Whenever an image turns up, omit it and return the remaining data exactly.

[Stored data entries]

──────────

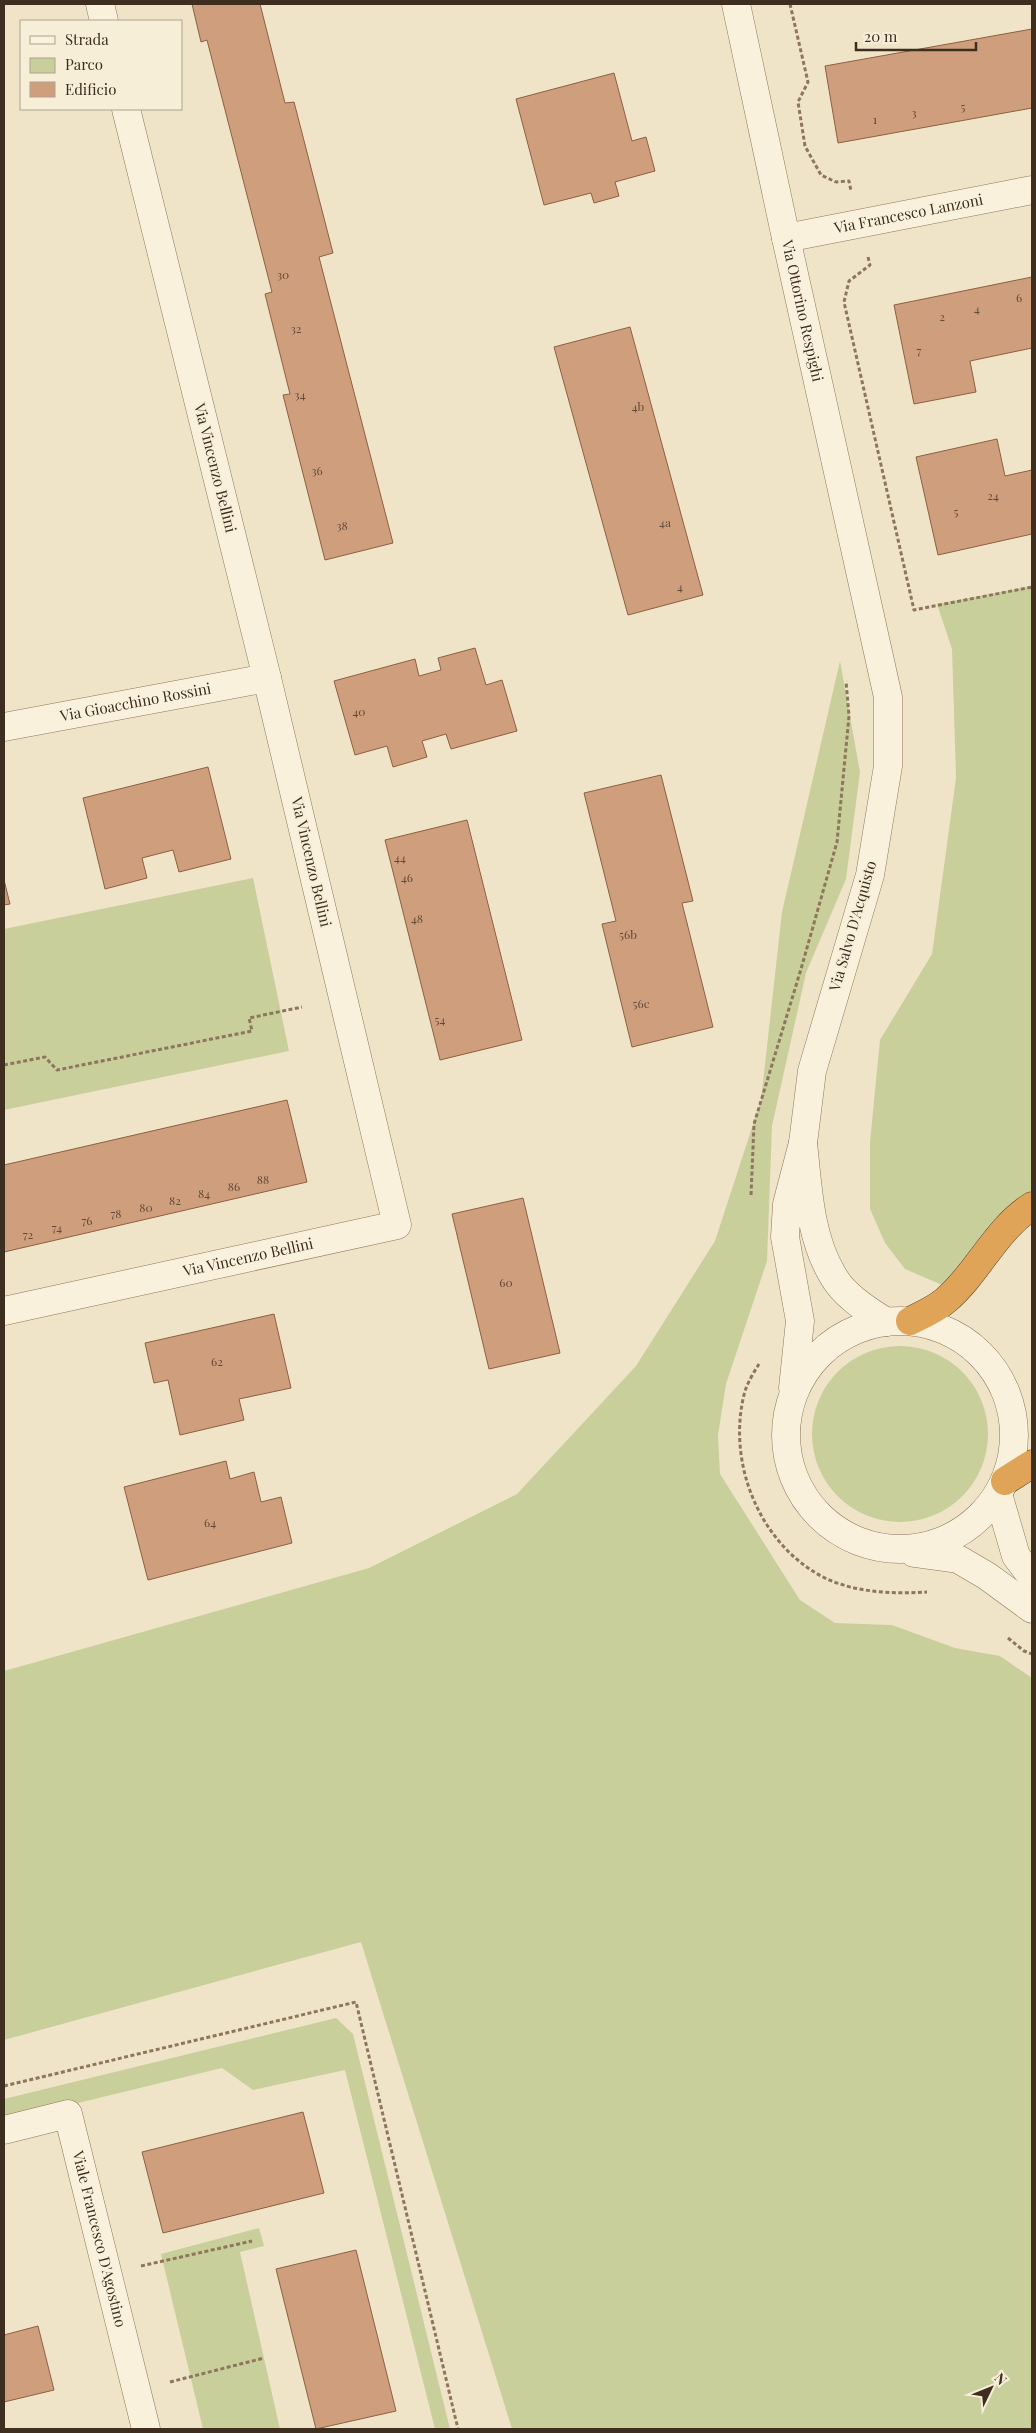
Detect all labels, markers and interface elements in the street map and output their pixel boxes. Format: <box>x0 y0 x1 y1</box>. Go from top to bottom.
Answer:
legend <box>20 20 182 110</box>
scale bar <box>856 20 976 52</box>
text: 20 m <box>864 26 898 46</box>
text: Strada <box>65 29 109 49</box>
text: Parco <box>65 54 103 74</box>
text: Edificio <box>65 79 116 99</box>
house number: 5 <box>961 98 966 114</box>
house number: 3 <box>911 104 917 120</box>
house number: 1 <box>873 111 878 127</box>
street label: Via Francesco Lanzoni <box>831 189 985 238</box>
street label: Via Ottorino Respighi <box>778 237 829 384</box>
house number: 30 <box>277 266 289 282</box>
house number: 6 <box>1016 289 1022 305</box>
house number: 4 <box>974 300 980 316</box>
house number: 2 <box>939 308 945 324</box>
house number: 32 <box>290 320 302 336</box>
house number: 7 <box>917 342 922 358</box>
house number: 34 <box>294 386 306 402</box>
house number: 4b <box>632 398 645 414</box>
street label: Via Vincenzo Bellini <box>190 400 242 535</box>
house number: 36 <box>311 462 323 478</box>
house number: 24 <box>987 487 999 503</box>
house number: 5 <box>954 503 959 519</box>
house number: 4a <box>659 514 671 530</box>
house number: 38 <box>336 517 348 533</box>
house number: 4 <box>677 578 683 594</box>
street label: Via Gioacchino Rossini <box>57 678 213 726</box>
house number: 40 <box>352 703 366 719</box>
street label: Via Vincenzo Bellini <box>287 794 337 929</box>
house number: 44 <box>394 849 406 865</box>
street label: Via Salvo D'Acquisto <box>824 858 880 994</box>
house number: 46 <box>401 869 413 885</box>
house number: 48 <box>411 910 423 926</box>
house number: 56b <box>619 926 637 942</box>
house number: 56c <box>632 995 650 1011</box>
house number: 54 <box>435 1011 446 1027</box>
house number: 88 <box>257 1171 269 1187</box>
house number: 86 <box>228 1178 240 1194</box>
house number: 84 <box>198 1185 210 1201</box>
house number: 82 <box>169 1192 181 1208</box>
house number: 80 <box>139 1199 153 1215</box>
house number: 78 <box>110 1205 122 1221</box>
house number: 76 <box>81 1212 93 1228</box>
house number: 74 <box>52 1219 62 1235</box>
house number: 72 <box>23 1226 34 1242</box>
street label: Via Vincenzo Bellini <box>180 1233 316 1281</box>
house number: 60 <box>499 1274 513 1290</box>
house number: 62 <box>211 1353 223 1369</box>
house number: 64 <box>204 1514 216 1530</box>
street label: Viale Francesco D'Agostino <box>68 2148 131 2329</box>
north arrow <box>966 2363 1016 2413</box>
text: N <box>990 2369 1011 2389</box>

──────────

# [RESPONSE AREA]
Detect all labels, markers and interface elements in the street map and output their pixel boxes. Format: <box>x0 y0 x1 y1</box>. Go from top to bottom.
Answer:
legend <box>20 20 182 110</box>
scale bar <box>856 20 976 52</box>
text: 20 m <box>864 26 898 46</box>
text: Strada <box>65 29 109 49</box>
text: Parco <box>65 54 103 74</box>
text: Edificio <box>65 79 116 99</box>
house number: 5 <box>961 98 966 114</box>
house number: 3 <box>911 104 917 120</box>
house number: 1 <box>873 111 878 127</box>
street label: Via Francesco Lanzoni <box>831 189 985 238</box>
street label: Via Ottorino Respighi <box>778 237 829 384</box>
house number: 30 <box>277 266 289 282</box>
house number: 6 <box>1016 289 1022 305</box>
house number: 4 <box>974 300 980 316</box>
house number: 2 <box>939 308 945 324</box>
house number: 32 <box>290 320 302 336</box>
house number: 7 <box>917 342 922 358</box>
house number: 34 <box>294 386 306 402</box>
house number: 4b <box>632 398 645 414</box>
street label: Via Vincenzo Bellini <box>190 400 242 535</box>
house number: 36 <box>311 462 323 478</box>
house number: 24 <box>987 487 999 503</box>
house number: 5 <box>954 503 959 519</box>
house number: 4a <box>659 514 671 530</box>
house number: 38 <box>336 517 348 533</box>
house number: 4 <box>677 578 683 594</box>
street label: Via Gioacchino Rossini <box>57 678 213 726</box>
house number: 40 <box>352 703 366 719</box>
street label: Via Vincenzo Bellini <box>287 794 337 929</box>
house number: 44 <box>394 849 406 865</box>
street label: Via Salvo D'Acquisto <box>824 858 880 994</box>
house number: 46 <box>401 869 413 885</box>
house number: 48 <box>411 910 423 926</box>
house number: 56b <box>619 926 637 942</box>
house number: 56c <box>632 995 650 1011</box>
house number: 54 <box>435 1011 446 1027</box>
house number: 88 <box>257 1171 269 1187</box>
house number: 86 <box>228 1178 240 1194</box>
house number: 84 <box>198 1185 210 1201</box>
house number: 82 <box>169 1192 181 1208</box>
house number: 80 <box>139 1199 153 1215</box>
house number: 78 <box>110 1205 122 1221</box>
house number: 76 <box>81 1212 93 1228</box>
house number: 74 <box>52 1219 62 1235</box>
house number: 72 <box>23 1226 34 1242</box>
street label: Via Vincenzo Bellini <box>180 1233 316 1281</box>
house number: 60 <box>499 1274 513 1290</box>
house number: 62 <box>211 1353 223 1369</box>
house number: 64 <box>204 1514 216 1530</box>
street label: Viale Francesco D'Agostino <box>68 2148 131 2329</box>
north arrow <box>966 2363 1016 2413</box>
text: N <box>990 2369 1011 2389</box>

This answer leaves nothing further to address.